EXERCISE MATERIALS:
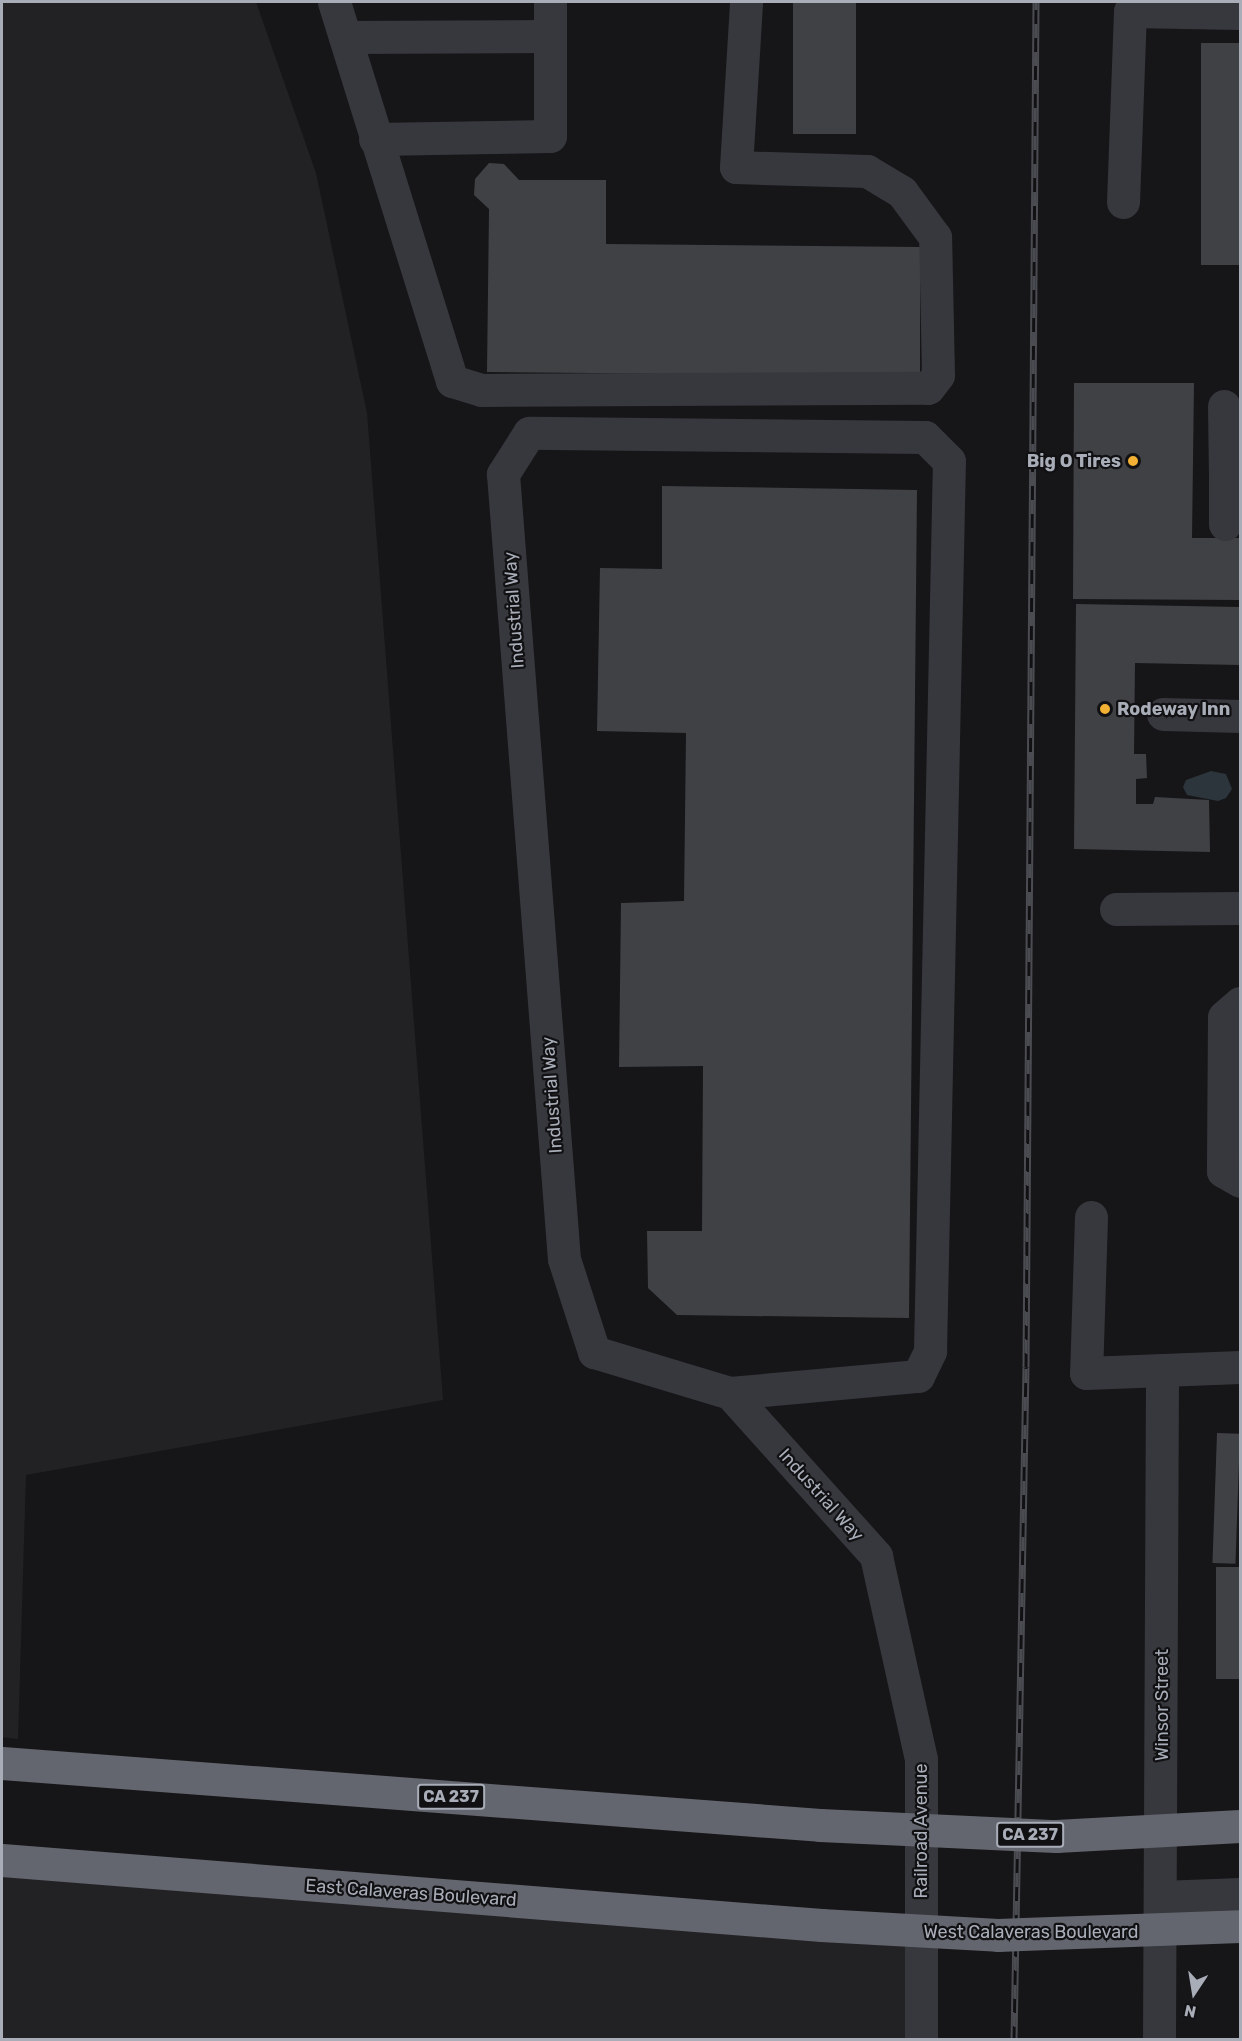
<!DOCTYPE html>
<html>
<head>
<meta charset="utf-8">
<style>
	body { margin:0 }
	#map { position:relative; width:1242px; height:2041px; overflow:hidden; background:#161618; font-family:Rubik,sans-serif }
	div>[style] { position:absolute }
	[style*='--x'] { left:calc(var(--x)*1px); top:calc(var(--y)*1px); width:calc(var(--w)*1px); rotate:calc(var(--a)*1deg) }
	.built>* { inset:0; background:#222225 }
	.water>* { inset:0; background:#2c353c }
	.building>* { inset:0; background:#404145; transform-origin:0 0 }
	.minor>* { height:33px; margin:-16.5px; padding:0 16.5px; transform-origin:16.5px; border-radius:16.5px; background:#37383d }
	.highway>* { height:33px; margin:-16.5px; padding:0 16.5px; transform-origin:16.5px; border-radius:16.5px; background:#63666e }
	.rail>* { height:7px; margin-top:-3.5px; transform-origin:0; background:repeating-linear-gradient(90deg,#111113 0 14px,#4a4c52 0 28px); box-sizing:border-box; border-block:2px solid #4a4c52 }
	.highway-bridge>* { height:33px; margin:-16.5px; padding:0 16.5px; transform-origin:16.5px; border-radius:16.5px; background:#63666e }
	.dots>* { width:16px; height:16px; translate:-50% -50%; box-sizing:border-box; border:3px solid #111113; border-radius:50% }
	span { translate:-50% -50%; white-space:nowrap; text-align:center; line-height:1.15; -webkit-text-stroke:4.5px #111113; paint-order:stroke }
	.shield-label span { padding:2px 4px; background:#111113; border:2px solid; border-radius:4px; -webkit-text-stroke-width:0 }
	.shield-label { font-size:16px; color:#a8adb8; font-weight:700 }
	.poi-label { font-size:18px; color:#a8adb8; font-weight:700 }
	.right { translate:-100% -50%; text-align:right }
	.left { translate:0 -50%; text-align:left }
	.street-label { font-size:18px; color:#a8adb8 }
	.frame { position:absolute; inset:0; border:3px solid #a8adb8; pointer-events:none }
	.north { position:absolute; left:1164px; top:1963px; width:60px; height:60px; -webkit-text-stroke:4px #111113; paint-order:stroke; rotate:192deg; font-size:16px; font-weight:700; line-height:24px; text-align:center; color:#a8adb8 }
	.north::after { content:''; display:block; margin:auto; width:21px; height:27px; background:#a8adb8; clip-path:polygon(50% 0,100% 100%,50% 72%,0 100%) }
</style>
</head>
<body>
<div id="map">
	<div class="built">
		<i style="clip-path:polygon(2px 2px,256px 2px,316px 173px,367px 413px,443px 1400px,26px 1475px,18px 1739px,2px 1737px)"></i>
		<i style="clip-path:polygon(2px 1860px,918px 1932px,918px 2039px,2px 2039px)"></i>
	</div>
	<div class="water">
		<i style="clip-path:polygon(1211px 771px,1226px 774px,1232px 789px,1226px 798px,1218px 801px,1187px 795px,1183px 787px,1186px 780px)"></i>
	</div>
	<div class="building">
		<i style="left:793px;top:2px;width:63px;height:132px"></i>
		<i style="left:1201px;top:43px;width:39px;height:222px"></i>
		<i style="clip-path:polygon(489px 163px,504px 164px,519px 180px,606px 180px,606px 244px,920px 247px,920px 376px,487px 372px,489px 209px,474px 195px,475px 179px)"></i>
		<i style="clip-path:polygon(1074px 383px,1194px 383px,1192px 538px,1240px 538px,1240px 600px,1073px 599px)"></i>
		<i style="clip-path:polygon(662px 486px,917px 490px,909px 1318px,677px 1315px,648px 1288px,647px 1231px,702px 1231px,703px 1066px,619px 1067px,621px 903px,684px 901px,686px 733px,597px 731px,600px 568px,662px 569px)"></i>
		<i style="clip-path:polygon(1076px 604px,1240px 607px,1240px 665px,1135px 663px,1134px 754px,1146px 754px,1147px 778px,1136px 779px,1136px 804px,1153px 804px,1155px 797px,1209px 800px,1210px 852px,1074px 849px)"></i>
		<i style="left:1217px;top:1433px;width:23px;height:130px;rotate:2deg"></i>
		<i style="left:1216px;top:1567px;width:24px;height:112px"></i>
	</div>
	<div class="minor">
		<i style="--x:334;--y:2;--w:397;--a:72.7"></i>
		<i style="--x:452;--y:381;--w:30;--a:17"></i>
		<i style="--x:481;--y:390;--w:447;--a:-0.3"></i>
		<i style="--x:928;--y:388;--w:16;--a:-52"></i>
		<i style="--x:938;--y:375;--w:138;--a:-91.2"></i>
		<i style="--x:935;--y:237;--w:56;--a:-126.3"></i>
		<i style="--x:902;--y:192;--w:41;--a:-149"></i>
		<i style="--x:867;--y:171;--w:131;--a:-178.3"></i>
		<i style="--x:736;--y:167;--w:165;--a:-86.5"></i>
		<i style="--x:345;--y:37;--w:205;--a:-0.3"></i>
		<i style="--x:375;--y:139;--w:175;--a:-1"></i>
		<i style="--x:550;--y:136;--w:134;--a:-90"></i>
		<i style="--x:1123;--y:202;--w:191;--a:-87.9"></i>
		<i style="--x:1130;--y:11;--w:110;--a:1"></i>
		<i style="--x:1224;--y:406;--w:74;--a:89.2"></i>
		<i style="--x:1225;--y:524;--w:44;--a:-90"></i>
		<i style="--x:1225;--y:480;--w:15;--a:0"></i>
		<i style="--x:1163;--y:714;--w:77;--a:1.5"></i>
		<i style="--x:1116;--y:909;--w:124;--a:-0.5"></i>
		<i style="--x:1240;--y:1003;--w:21;--a:139"></i>
		<i style="--x:1224;--y:1017;--w:154;--a:90.4"></i>
		<i style="--x:1223;--y:1171;--w:20;--a:30"></i>
		<i style="--x:1091;--y:1217;--w:156;--a:91.8"></i>
		<i style="--x:1086;--y:1373;--w:154;--a:-2.2"></i>
		<i style="--x:730;--y:1393;--w:189;--a:-5.2"></i>
		<i style="--x:918;--y:1376;--w:28;--a:-64"></i>
		<i style="--x:930;--y:1351;--w:890;--a:-88.78"></i>
		<i style="--x:949;--y:461;--w:34;--a:-135"></i>
		<i style="--x:925;--y:437;--w:396;--a:-179.4"></i>
		<i style="--x:529;--y:433;--w:49;--a:122.4"></i>
		<i style="--x:503;--y:474;--w:787;--a:85.56"></i>
		<i style="--x:564;--y:1259;--w:98;--a:72.1"></i>
		<i style="--x:594;--y:1352;--w:142;--a:16.8"></i>
		<i style="--x:730;--y:1393;--w:219;--a:48.1"></i>
		<i style="--x:876;--y:1556;--w:208;--a:77.5"></i>
		<i style="--x:921;--y:1759;--w:281;--a:90"></i>
		<i style="--x:1161;--y:1897;--w:79;--a:-2.2"></i>
		<i style="--x:1159;--y:2040;--w:670;--a:-89.74"></i>
	</div>
	<div class="highway">
		<i style="--x:2;--y:1763;--w:820;--a:4.33"></i>
		<i style="--x:2;--y:1860;--w:822;--a:4.54"></i>
	</div>
	<div class="rail">
		<i style="--x:1014;--y:2040;--w:673;--a:-88.98"></i>
		<i style="--x:1026;--y:1367;--w:1365;--a:-89.58"></i>
	</div>
	<div class="highway-bridge">
		<i style="--x:820;--y:1825;--w:236;--a:2.7"></i>
		<i style="--x:1056;--y:1836;--w:184;--a:-3.1"></i>
		<i style="--x:821;--y:1925;--w:177;--a:3.2"></i>
		<i style="--x:998;--y:1935;--w:242;--a:-2.1"></i>
	</div>
	<div class="dots">
		<i style="left:1133px;top:461px;background:#f2b134"></i>
		<i style="left:1105px;top:709px;background:#f2b134"></i>
	</div>
	<div class="shield-label">
		<span style="left:451px;top:1797px">CA 237</span>
		<span style="left:1030px;top:1835px">CA 237</span>
	</div>
	<div class="poi-label">
		<span class="right" style="left:1121px;top:461px">Big O Tires</span>
		<span class="left" style="left:1117px;top:709px">Rodeway Inn</span>
	</div>
	<div class="street-label">
		<span style="left:514px;top:610px;rotate:-94deg">Industrial Way</span>
		<span style="left:552px;top:1095px;rotate:-94deg">Industrial Way</span>
		<span style="left:821px;top:1495px;rotate:48deg">Industrial Way</span>
		<span style="left:1162px;top:1705px;rotate:-90deg">Winsor Street</span>
		<span style="left:921px;top:1831px;rotate:-90deg">Railroad Avenue</span>
		<span style="left:411px;top:1893px;rotate:4deg">East Calaveras Boulevard</span>
		<span style="left:1031px;top:1932px">West Calaveras Boulevard</span>
	</div>
	<div class="frame"></div>
	<div class="north">N</div>
</div>
</body>
</html>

WHAT IS REQUIRED:
In the material above, how many lines hold the word "color"? Say only the number.

FINAL ANSWER:
4